Alice McDermott sets her novels in the places and among the people she knows best, the Irish Catholic families who had put down their roots in Brooklyn, New York, and those who, like her own parents, had moved out to suburban Long Island in the hope of offering their children greater opportunities. As it turned out, while the new environment did give the young more freedom, they lost the sense of stability that they would have had in the tight-knit community in which their parents had been reared.
Indeed, McDermott’s novels are pervaded by the theme of loss. Not only do her young people lose their innocence, but they also do not replace it with the mature faith that had sustained previous generations. Their loneliness drives them into marriage, but they soon find that they still feel as isolated as they had before. With the births of their children comes new hope: Surely family life will prove to be the antidote to loneliness. The harmonious existence of which they had dreamed turns out to be another illusion, however. The children squabble with each other and rebel against their parents. Eventually they desert their parents, who, despite all that they have shared, are still strangers to each other and thus quite alone.
McDermott’s novels are not essentially pessimistic, however. If loss is a fact of life, so also is the power of the imagination to transcend grim reality. This gift is reflected in the flights of fancy in which many of her characters indulge. It is also evident in McDermott’s use of language. Her lyrical style transforms the ordinary into the extraordinary, a beach or a backyard into a place of great beauty and magical possibilities. The hope McDermott offers her characters and her readers, however, is based on more than aesthetics. Her vision of human existence is in keeping with her Catholic faith: Although we are fallen creatures living in a fallen world, we can obtain redemption through divine grace.
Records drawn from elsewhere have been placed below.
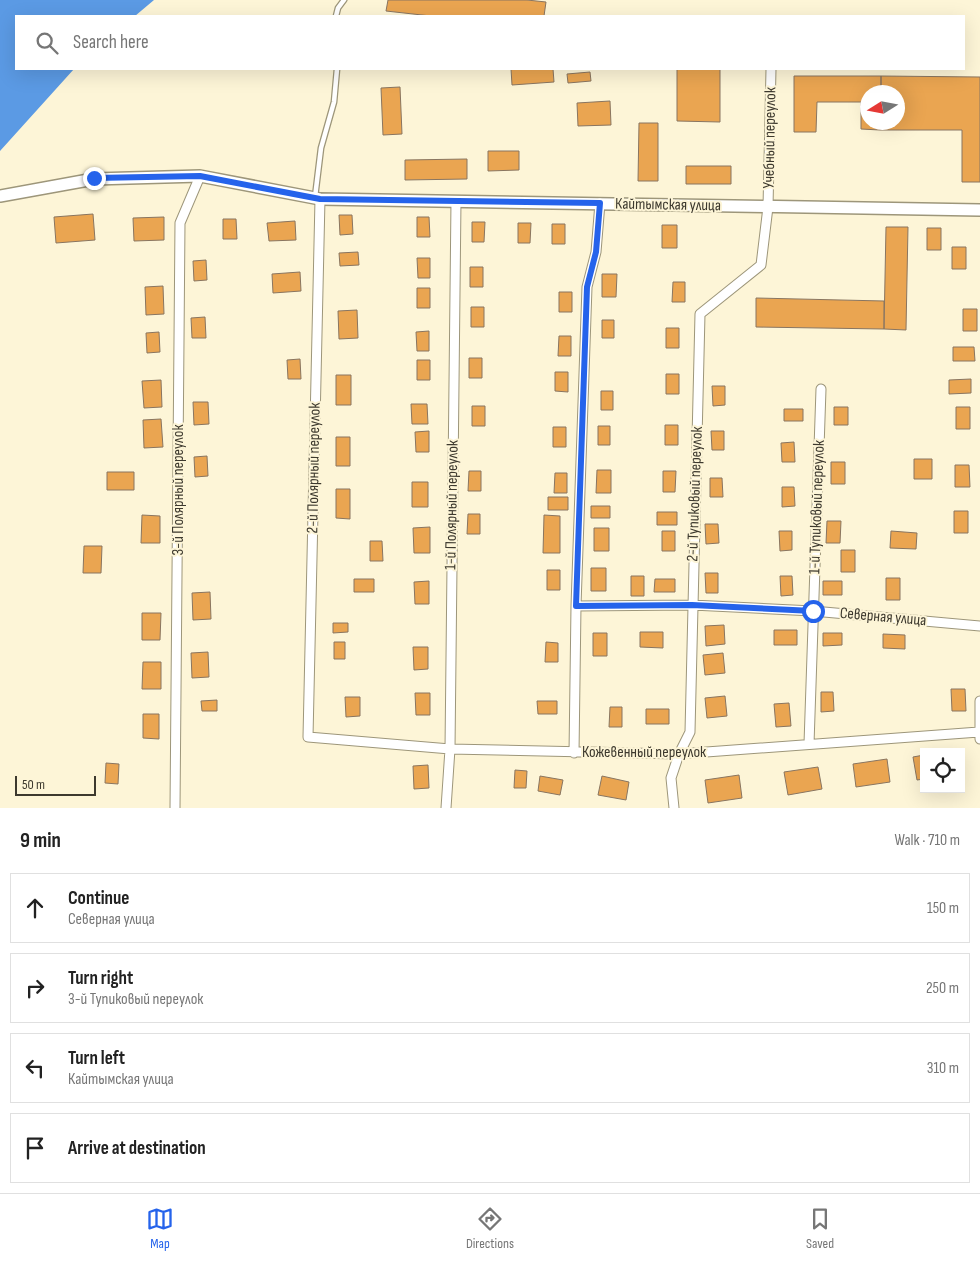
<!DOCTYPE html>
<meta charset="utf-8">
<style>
:root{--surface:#fff;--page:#f6f6f6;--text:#222;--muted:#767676;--line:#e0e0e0;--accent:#2563eb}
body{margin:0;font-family:"Sofia Sans Condensed",sans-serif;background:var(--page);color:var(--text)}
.controls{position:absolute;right:15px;bottom:15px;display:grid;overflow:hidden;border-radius:0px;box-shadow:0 5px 20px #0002}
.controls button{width:45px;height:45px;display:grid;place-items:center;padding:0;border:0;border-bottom:1px solid var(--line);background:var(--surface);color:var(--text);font:25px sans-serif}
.compass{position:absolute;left:860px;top:85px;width:45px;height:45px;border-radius:50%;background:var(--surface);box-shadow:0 5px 20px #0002;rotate:259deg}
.scale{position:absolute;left:15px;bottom:12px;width:81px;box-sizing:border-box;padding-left:5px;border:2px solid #3d392e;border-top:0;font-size:14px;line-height:18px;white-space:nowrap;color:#3d392e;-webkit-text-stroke:4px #fdf5d7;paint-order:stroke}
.stop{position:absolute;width:15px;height:15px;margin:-11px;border:4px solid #2563eb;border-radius:50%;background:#fff}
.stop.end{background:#2563eb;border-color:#fff;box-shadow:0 1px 5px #0008}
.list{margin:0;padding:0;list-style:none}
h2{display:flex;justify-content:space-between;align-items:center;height:65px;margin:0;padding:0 20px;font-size:21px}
h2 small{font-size:16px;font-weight:400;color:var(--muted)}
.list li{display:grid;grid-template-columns:32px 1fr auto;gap:15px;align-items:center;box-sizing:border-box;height:70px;margin:0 10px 10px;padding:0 10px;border:1px solid var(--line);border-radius:0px}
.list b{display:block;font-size:19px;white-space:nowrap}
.list p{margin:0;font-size:16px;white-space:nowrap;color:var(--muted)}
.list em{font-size:16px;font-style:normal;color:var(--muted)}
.icon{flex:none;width:28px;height:28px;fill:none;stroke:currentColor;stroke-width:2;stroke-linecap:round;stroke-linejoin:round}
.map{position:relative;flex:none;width:980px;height:808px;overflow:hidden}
.search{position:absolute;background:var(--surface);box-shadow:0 5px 20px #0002;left:15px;right:15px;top:15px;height:55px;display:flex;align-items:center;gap:12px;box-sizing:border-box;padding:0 18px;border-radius:0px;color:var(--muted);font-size:19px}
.sheet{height:385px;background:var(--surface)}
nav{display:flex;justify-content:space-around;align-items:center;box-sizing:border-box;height:70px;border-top:1px solid var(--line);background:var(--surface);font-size:14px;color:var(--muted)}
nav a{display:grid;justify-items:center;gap:2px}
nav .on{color:var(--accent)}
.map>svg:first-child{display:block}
</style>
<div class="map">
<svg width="980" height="808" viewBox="0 0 980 808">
<rect width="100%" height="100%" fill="#fdf5d7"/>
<path fill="#5b9ae4" d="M 0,0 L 154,0 L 135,16 L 16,16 L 16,69 L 74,69 L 0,151 Z"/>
<path fill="#eaa551" stroke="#897560" d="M 388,0 L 527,0 L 546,2 L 544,16 L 431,16 L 386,11 Z
M 511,69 L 553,69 L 554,82 L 512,85 Z
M 677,69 L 720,69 L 720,122 L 677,121 Z
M 590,72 L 591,81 L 568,83 L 567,74 Z
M 794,76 L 881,76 L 881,92 L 868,92 L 868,122 L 881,122 L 880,130 L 861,129 L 861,102 L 817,102 L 816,132 L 794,132 Z
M 881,76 L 980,77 L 980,182 L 962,182 L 962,130 L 880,130 L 881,122 L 898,122 L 898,92 L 881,92 Z
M 400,87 L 402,134 L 383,135 L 381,88 Z
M 610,101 L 611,125 L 578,126 L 577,103 Z
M 639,123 L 658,123 L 658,181 L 638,181 Z
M 488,151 L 519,151 L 519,170 L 488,171 Z
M 467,159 L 467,179 L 405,180 L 405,160 Z
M 686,166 L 731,166 L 731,184 L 686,184 Z
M 93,214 L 95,240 L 56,243 L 54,217 Z
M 339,215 L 352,215 L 353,234 L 340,235 Z
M 164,217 L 164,240 L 134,241 L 133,218 Z
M 417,217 L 429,217 L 430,237 L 417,237 Z
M 223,219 L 236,219 L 237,239 L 223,239 Z
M 295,221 L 296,240 L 269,241 L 267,223 Z
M 472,222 L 485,222 L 484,242 L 472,242 Z
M 518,223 L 531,223 L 530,243 L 518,243 Z
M 552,224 L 565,224 L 565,244 L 552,244 Z
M 662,225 L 677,225 L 677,248 L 662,248 Z
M 886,227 L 908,227 L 906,330 L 884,329 Z
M 927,228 L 941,228 L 941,250 L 927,250 Z
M 952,247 L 966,247 L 966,269 L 952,269 Z
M 358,252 L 359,265 L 340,266 L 339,253 Z
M 417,258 L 430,258 L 430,278 L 418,278 Z
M 206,260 L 207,280 L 194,281 L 193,261 Z
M 470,267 L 483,267 L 483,287 L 470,287 Z
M 300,272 L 301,291 L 273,293 L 272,274 Z
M 602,274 L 617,274 L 616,297 L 602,297 Z
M 673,282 L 685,282 L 685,302 L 672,302 Z
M 163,286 L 164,314 L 146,315 L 145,287 Z
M 417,288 L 430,288 L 430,308 L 417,308 Z
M 559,292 L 572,292 L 572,312 L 559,312 Z
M 756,298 L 884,301 L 884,329 L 756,327 Z
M 471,307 L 484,307 L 484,327 L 471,327 Z
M 963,309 L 977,309 L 977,331 L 963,331 Z
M 357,310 L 358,338 L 339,339 L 338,311 Z
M 205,317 L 206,338 L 192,338 L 191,318 Z
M 602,320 L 614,320 L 614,338 L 602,338 Z
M 666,328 L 679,328 L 679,348 L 666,348 Z
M 429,331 L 429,351 L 417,351 L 416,332 Z
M 159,332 L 160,352 L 147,353 L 146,333 Z
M 559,336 L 571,336 L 571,356 L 558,356 Z
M 953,347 L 974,347 L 975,361 L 953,361 Z
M 469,358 L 482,358 L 482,378 L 469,378 Z
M 300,359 L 301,379 L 288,379 L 287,360 Z
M 417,360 L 430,360 L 430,380 L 417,380 Z
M 555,372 L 568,372 L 568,392 L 555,391 Z
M 666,374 L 679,374 L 679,394 L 666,394 Z
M 336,375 L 351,375 L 351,405 L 336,405 Z
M 971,379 L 971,393 L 949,394 L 949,380 Z
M 161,380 L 162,407 L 144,408 L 142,381 Z
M 712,386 L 725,386 L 725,405 L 713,406 Z
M 601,391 L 613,391 L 613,410 L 601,410 Z
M 193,402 L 208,402 L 209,424 L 194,425 Z
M 411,404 L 427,404 L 428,424 L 412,424 Z
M 472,406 L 485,406 L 485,426 L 472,426 Z
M 834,407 L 848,407 L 848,425 L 834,425 Z
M 956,407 L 970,407 L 970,429 L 956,429 Z
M 784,409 L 803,409 L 803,421 L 784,421 Z
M 161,419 L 163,447 L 144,448 L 143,420 Z
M 665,425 L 678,425 L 678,445 L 665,445 Z
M 598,426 L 610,426 L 610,445 L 598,445 Z
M 553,427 L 566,427 L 566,447 L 553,447 Z
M 429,431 L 429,452 L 416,452 L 415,432 Z
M 711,431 L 724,431 L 724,450 L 712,450 Z
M 336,437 L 350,437 L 350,466 L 336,466 Z
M 794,442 L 795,462 L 782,462 L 781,443 Z
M 207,456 L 208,476 L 195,477 L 194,457 Z
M 914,459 L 932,459 L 932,479 L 914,479 Z
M 831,462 L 845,462 L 845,484 L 831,484 Z
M 955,465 L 969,465 L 970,487 L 955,487 Z
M 597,470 L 611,470 L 611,493 L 596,493 Z
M 469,471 L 481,471 L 481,491 L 468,491 Z
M 663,471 L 676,471 L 675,492 L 663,492 Z
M 107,472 L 134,472 L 134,490 L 107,490 Z
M 555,473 L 567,473 L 567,493 L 554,493 Z
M 710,478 L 722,478 L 723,497 L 710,497 Z
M 412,482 L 428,482 L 428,507 L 412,507 Z
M 782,487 L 794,487 L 795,506 L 782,507 Z
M 336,489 L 350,489 L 350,519 L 336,518 Z
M 548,497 L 568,497 L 568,510 L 548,510 Z
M 591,506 L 610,506 L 610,518 L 591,518 Z
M 954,511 L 968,511 L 968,533 L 954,533 Z
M 657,512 L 677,512 L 677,525 L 657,525 Z
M 468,514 L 480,514 L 480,534 L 467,534 Z
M 142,515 L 160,516 L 160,543 L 141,543 Z
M 544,515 L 560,516 L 560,553 L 543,553 Z
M 827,521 L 841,521 L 840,543 L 826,543 Z
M 705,524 L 718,524 L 719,543 L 706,544 Z
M 430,527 L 430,553 L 414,553 L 413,528 Z
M 594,528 L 609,528 L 609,551 L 594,551 Z
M 662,531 L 675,531 L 675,551 L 662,551 Z
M 779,531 L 792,531 L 792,550 L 780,551 Z
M 891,531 L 917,533 L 916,549 L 890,548 Z
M 370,541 L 382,541 L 383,561 L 370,561 Z
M 84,546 L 102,546 L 101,573 L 83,573 Z
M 841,550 L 855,550 L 855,572 L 841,572 Z
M 591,568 L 606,568 L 606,591 L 591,591 Z
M 547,570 L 560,570 L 560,590 L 547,590 Z
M 705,573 L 718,573 L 718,593 L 706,593 Z
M 631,576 L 644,576 L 644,596 L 631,596 Z
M 780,576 L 792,576 L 793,595 L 781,596 Z
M 886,578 L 900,578 L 900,600 L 886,600 Z
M 354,579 L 374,579 L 374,592 L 354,592 Z
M 655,579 L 675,579 L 675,592 L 654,592 Z
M 429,581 L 429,604 L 415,604 L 414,582 Z
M 823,581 L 842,581 L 842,595 L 823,595 Z
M 210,592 L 211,619 L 193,620 L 192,593 Z
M 142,613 L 161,613 L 160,640 L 142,640 Z
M 333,623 L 348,623 L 348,632 L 333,633 Z
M 724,625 L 725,644 L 706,646 L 705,626 Z
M 774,630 L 797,630 L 797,645 L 774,645 Z
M 640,632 L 663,632 L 663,648 L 640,647 Z
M 593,633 L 607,633 L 607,656 L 593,656 Z
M 823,633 L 842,633 L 842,645 L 823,646 Z
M 883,634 L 905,635 L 905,649 L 883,648 Z
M 334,642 L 345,642 L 345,659 L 334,659 Z
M 546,642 L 558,643 L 558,662 L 545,662 Z
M 413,647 L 428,647 L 428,669 L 414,670 Z
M 208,652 L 209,677 L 192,678 L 191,653 Z
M 723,653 L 725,673 L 705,675 L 703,655 Z
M 143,662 L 161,662 L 161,689 L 142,689 Z
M 951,689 L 965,689 L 966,711 L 952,711 Z
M 821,692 L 833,692 L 834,711 L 821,712 Z
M 415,693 L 430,693 L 430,715 L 416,715 Z
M 725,696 L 727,716 L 707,718 L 705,698 Z
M 345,697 L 360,697 L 360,716 L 346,717 Z
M 217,700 L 217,711 L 202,711 L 201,701 Z
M 537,701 L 557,701 L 557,714 L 538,714 Z
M 789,703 L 791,726 L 776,727 L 774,704 Z
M 610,707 L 622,707 L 622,727 L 609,727 Z
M 646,709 L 669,709 L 669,724 L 646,724 Z
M 143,714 L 159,714 L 159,739 L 143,738 Z
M 924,755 L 924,779 L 917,780 L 913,757 Z
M 887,759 L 890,782 L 856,787 L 853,764 Z
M 106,763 L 119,764 L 118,784 L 105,783 Z
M 428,765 L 429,788 L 414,789 L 413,766 Z
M 818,767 L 822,789 L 788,795 L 784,772 Z
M 515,770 L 527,771 L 526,788 L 514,788 Z
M 739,775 L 742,798 L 708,803 L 705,780 Z
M 540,776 L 563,780 L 560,795 L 538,791 Z
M 602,776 L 629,782 L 626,800 L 598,795 Z"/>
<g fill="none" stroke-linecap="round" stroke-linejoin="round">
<defs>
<path id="service" d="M 336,16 L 338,8 L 344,0
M 315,197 L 321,148 L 334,102 L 337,69"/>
<path id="minor" d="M 320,199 L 308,737 L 450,749 L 679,754 L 979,732
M 576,606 L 692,605 L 813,611 L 980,626
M 980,701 L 980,739
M 809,744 L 821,389
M 574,753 L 576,606 L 587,287 L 596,252 L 600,203
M 175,808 L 180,223 L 200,176
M 446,808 L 450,749 L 456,201
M 674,808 L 671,778 L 679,754 L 690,732 L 700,314 L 761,265 L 768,207 L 771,69"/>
<path id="tertiary" d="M 0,196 L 94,179 L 200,176 L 320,199 L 980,210"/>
</defs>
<use href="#service" stroke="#9d967a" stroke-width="7"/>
<use href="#minor" stroke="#9d967a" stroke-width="11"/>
<use href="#tertiary" stroke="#9d967a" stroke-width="14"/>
<use href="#service" stroke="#fff" stroke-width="4.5"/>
<use href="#minor" stroke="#fff" stroke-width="9"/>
<use href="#tertiary" stroke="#fff" stroke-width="11"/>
</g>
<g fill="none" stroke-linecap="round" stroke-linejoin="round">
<path stroke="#2563eb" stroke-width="6" d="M 94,178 L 200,176 L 320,199 L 600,203 L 596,252 L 587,287 L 576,606 L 692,605 L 813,611"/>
</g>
<g text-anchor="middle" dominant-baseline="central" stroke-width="4" stroke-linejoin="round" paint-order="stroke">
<g font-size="16" fill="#3d392e" stroke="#fdf5d7">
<text transform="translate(770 138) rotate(-89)">Учебный переулок</text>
<text transform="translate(668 205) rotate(1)">Кайтымская улица</text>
<text transform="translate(314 468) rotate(-89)">2-й Полярный переулок</text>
<text transform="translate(178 490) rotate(-90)">3-й Полярный переулок</text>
<text transform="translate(695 494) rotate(-88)">2-й Тупиковый переулок</text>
<text transform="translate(452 505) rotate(-89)">1-й Полярный переулок</text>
<text transform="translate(817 507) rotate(-88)">1-й Тупиковый переулок</text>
<text transform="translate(883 617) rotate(5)">Северная улица</text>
<text x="644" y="752">Кожевенный переулок</text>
</g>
</g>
</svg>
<div class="controls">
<button><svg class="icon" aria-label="locate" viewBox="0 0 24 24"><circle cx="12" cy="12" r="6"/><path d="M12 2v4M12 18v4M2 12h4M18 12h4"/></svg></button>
</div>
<svg class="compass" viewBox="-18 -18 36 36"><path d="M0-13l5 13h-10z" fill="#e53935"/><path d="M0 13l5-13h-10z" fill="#767676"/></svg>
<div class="scale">50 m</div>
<div class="stop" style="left:813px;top:611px"></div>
<div class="stop end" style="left:94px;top:178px"></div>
<div class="search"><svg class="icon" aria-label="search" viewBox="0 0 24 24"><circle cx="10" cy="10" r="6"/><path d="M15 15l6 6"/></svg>Search here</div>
</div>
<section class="sheet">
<h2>9 min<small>Walk · 710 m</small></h2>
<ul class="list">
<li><svg class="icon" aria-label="ahead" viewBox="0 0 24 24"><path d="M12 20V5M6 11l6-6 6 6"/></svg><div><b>Continue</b><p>Северная улица</p></div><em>150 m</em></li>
<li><svg class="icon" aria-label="right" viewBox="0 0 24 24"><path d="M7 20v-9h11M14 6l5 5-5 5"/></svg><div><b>Turn right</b><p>3-й Тупиковый переулок</p></div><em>250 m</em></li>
<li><svg class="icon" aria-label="left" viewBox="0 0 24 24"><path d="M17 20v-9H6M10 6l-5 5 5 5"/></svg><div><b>Turn left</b><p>Кайтымская улица</p></div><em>310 m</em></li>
<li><svg class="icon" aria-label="arrive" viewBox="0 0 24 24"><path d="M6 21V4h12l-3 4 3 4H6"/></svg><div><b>Arrive at destination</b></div></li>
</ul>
</section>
<nav>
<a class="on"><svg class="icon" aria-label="map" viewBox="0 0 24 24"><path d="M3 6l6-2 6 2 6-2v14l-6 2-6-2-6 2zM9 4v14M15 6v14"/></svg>Map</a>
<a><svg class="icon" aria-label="directions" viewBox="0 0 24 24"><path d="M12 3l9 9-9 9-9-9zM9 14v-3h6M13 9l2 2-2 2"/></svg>Directions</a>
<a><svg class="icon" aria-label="saved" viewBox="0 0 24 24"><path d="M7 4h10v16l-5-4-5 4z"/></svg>Saved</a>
</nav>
That Night is the story of two teenage lovers who are separated by fate and circumstances. It is set in the early 1960’s in a Long Island suburb. The narrator, now a grown woman, was a ten-year-old girl when the events took place that would change her community forever. Before that summer night, everyone felt secure. Each morning the men went off to work, and at the day’s end they came home; meanwhile, their wives stayed home and kept house, periodically gathering to gossip a bit. Their children had the run of the neighborhood.
Sheryl, who is the Juliet of the novel, differs from the other sixteen-year-old girls in the neighborhood in two ways: She was the first of them to reach puberty, and she was the first to lose a parent. Everyone remembers how shattered she was when her father died. Otherwise, Sheryl is rather ordinary. She is not especially pretty, nor does she look any different from other girls her age, or at least from those who associate with the hot-rodding toughs at the local high school. Sheryl’s boyfriend, Rick, is one of them. The neighbors agree that if her father had been alive, Sheryl would never have been permitted to date someone with Rick’s bad reputation and abysmal prospects.
In the first chapter of the novel, the narrator describes the events that led up to a confrontation between Rick’s friends and the neighborhood fathers. After days of trying to reach Sheryl by telephone, Rick has led his friends to her house. The neighborhood watches while he stands on the front lawn, bellowing her name; they see him push her mother down when she insists that Sheryl is no longer there; and when the other boys drive their cars onto the lawn and emerge from them carrying chains, the neighborhood men seize snow shovels and baseball bats and rush into battle. Soon the police arrive, and the boys flee. No one is seriously injured. The safe little neighborhood has been threatened by violent outsiders, however; those who live there will never again have the same sense of security.